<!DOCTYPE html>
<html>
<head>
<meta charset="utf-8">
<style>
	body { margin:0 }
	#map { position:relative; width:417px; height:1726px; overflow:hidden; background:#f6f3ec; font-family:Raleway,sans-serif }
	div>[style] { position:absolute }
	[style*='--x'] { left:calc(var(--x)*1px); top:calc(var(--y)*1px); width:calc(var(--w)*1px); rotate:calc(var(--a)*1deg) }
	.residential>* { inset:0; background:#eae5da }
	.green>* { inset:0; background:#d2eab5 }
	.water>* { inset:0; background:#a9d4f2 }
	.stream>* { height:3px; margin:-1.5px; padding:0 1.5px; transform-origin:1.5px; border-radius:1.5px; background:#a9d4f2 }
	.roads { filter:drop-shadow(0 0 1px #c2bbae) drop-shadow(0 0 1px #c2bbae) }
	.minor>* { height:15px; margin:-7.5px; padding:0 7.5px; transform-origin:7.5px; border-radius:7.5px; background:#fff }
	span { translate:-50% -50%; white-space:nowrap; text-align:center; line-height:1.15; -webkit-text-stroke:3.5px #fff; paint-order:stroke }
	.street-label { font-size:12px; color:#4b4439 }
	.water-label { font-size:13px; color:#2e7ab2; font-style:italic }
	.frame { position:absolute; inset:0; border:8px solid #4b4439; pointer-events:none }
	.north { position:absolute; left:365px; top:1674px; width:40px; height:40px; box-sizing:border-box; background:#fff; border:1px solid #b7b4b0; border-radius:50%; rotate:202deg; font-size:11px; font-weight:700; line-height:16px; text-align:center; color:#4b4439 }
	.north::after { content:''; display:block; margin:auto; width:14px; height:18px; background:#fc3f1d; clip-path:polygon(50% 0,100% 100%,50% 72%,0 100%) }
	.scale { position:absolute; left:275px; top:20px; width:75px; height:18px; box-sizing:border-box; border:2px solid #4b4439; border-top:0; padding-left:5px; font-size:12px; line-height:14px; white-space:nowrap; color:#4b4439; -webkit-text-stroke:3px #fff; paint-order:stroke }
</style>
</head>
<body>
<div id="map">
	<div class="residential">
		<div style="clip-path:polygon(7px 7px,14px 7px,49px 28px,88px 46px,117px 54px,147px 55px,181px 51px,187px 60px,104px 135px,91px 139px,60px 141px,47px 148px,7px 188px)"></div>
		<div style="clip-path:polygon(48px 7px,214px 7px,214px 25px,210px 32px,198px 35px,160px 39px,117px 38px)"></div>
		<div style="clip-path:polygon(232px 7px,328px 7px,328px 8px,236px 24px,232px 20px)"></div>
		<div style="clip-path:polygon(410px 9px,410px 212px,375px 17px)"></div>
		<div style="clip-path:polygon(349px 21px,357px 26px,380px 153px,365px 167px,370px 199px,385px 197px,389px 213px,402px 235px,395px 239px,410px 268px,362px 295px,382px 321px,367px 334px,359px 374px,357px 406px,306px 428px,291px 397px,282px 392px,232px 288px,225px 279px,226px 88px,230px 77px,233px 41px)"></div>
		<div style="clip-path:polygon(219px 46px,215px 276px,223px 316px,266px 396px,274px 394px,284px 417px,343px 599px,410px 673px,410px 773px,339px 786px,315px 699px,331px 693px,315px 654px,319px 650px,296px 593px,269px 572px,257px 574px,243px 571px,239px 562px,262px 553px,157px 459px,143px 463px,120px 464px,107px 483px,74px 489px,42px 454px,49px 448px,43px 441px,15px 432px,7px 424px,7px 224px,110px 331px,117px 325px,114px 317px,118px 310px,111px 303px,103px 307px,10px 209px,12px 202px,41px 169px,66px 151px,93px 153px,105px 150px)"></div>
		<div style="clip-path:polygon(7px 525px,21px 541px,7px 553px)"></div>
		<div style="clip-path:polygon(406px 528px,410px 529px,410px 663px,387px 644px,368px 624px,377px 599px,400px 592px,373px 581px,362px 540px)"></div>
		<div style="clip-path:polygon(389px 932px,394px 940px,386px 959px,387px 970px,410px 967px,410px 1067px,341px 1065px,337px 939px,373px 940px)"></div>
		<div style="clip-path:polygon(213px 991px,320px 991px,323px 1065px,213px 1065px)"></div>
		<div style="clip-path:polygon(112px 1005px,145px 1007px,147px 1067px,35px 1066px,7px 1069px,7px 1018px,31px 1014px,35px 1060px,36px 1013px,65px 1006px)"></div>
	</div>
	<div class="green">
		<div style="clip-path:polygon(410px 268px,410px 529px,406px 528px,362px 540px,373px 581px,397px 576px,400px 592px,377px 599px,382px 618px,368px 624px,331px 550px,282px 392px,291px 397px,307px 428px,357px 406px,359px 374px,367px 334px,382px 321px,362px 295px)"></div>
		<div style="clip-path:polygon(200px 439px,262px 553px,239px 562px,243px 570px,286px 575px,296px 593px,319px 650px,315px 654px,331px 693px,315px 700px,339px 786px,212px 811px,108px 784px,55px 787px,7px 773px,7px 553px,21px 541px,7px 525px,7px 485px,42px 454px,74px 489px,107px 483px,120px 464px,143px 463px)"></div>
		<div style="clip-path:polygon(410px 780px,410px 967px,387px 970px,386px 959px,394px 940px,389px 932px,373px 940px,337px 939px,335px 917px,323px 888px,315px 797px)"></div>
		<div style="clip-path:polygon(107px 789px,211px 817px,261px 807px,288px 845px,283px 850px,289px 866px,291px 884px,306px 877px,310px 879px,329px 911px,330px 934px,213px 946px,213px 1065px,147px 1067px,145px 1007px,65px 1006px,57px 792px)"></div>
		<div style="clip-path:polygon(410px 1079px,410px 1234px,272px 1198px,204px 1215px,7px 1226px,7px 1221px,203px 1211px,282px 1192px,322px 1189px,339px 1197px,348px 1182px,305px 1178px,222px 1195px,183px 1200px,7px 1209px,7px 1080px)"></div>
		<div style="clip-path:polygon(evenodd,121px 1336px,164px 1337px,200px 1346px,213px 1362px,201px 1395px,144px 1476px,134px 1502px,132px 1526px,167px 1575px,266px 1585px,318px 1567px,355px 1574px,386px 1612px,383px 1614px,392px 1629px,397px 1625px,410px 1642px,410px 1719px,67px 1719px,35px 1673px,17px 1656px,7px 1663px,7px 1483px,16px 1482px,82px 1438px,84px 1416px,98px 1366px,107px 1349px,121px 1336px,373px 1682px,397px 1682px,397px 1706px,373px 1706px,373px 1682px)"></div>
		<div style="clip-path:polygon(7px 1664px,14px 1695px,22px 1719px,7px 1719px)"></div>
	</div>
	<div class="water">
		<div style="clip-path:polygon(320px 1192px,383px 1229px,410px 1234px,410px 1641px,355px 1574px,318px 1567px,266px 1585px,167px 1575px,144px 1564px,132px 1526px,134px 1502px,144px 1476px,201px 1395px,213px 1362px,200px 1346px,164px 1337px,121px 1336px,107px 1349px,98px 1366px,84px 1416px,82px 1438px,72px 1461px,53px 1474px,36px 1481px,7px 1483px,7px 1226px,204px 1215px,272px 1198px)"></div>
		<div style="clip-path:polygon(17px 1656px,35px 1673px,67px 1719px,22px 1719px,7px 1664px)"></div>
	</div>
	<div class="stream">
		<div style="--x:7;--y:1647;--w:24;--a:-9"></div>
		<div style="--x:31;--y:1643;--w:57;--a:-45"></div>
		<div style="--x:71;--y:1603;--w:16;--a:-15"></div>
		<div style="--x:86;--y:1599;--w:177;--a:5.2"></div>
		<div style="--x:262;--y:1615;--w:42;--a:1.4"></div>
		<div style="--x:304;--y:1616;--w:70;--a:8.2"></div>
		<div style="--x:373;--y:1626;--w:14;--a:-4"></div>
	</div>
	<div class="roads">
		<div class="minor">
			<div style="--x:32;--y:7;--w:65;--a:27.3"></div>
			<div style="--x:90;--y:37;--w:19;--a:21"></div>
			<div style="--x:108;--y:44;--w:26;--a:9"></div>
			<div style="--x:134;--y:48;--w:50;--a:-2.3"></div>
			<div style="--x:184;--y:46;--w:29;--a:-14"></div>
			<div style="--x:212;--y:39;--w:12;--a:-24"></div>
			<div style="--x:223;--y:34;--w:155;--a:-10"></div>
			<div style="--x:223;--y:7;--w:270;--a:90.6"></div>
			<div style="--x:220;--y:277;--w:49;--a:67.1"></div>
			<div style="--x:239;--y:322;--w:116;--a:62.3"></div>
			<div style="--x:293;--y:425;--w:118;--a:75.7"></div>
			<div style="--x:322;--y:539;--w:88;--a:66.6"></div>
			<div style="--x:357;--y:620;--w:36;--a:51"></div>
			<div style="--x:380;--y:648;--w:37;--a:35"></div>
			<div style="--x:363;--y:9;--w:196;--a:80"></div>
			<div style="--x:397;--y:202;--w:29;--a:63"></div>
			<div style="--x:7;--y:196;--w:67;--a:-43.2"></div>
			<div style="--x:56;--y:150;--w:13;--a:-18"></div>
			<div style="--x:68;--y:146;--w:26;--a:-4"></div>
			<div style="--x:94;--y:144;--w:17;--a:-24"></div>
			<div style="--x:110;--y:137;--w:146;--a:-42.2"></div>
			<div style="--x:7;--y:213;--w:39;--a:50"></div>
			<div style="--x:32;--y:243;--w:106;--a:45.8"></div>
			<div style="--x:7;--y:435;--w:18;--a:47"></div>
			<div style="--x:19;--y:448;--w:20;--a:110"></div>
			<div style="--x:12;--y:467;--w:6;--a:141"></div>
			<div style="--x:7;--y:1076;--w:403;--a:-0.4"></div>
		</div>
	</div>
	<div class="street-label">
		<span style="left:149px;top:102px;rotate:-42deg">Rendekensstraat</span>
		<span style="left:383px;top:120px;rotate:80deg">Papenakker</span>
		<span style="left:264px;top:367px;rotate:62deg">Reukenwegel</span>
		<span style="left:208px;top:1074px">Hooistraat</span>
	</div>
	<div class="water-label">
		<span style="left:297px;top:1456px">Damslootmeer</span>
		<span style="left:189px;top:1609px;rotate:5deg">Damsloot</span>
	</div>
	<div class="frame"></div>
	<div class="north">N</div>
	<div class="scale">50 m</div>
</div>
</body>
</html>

Problem description:
Look through the listing, and copy each line that contains the word "stream".

Expected answer:
	.stream>* { height:3px; margin:-1.5px; padding:0 1.5px; transform-origin:1.5px; border-radius:1.5px; background:#a9d4f2 }
	<div class="stream">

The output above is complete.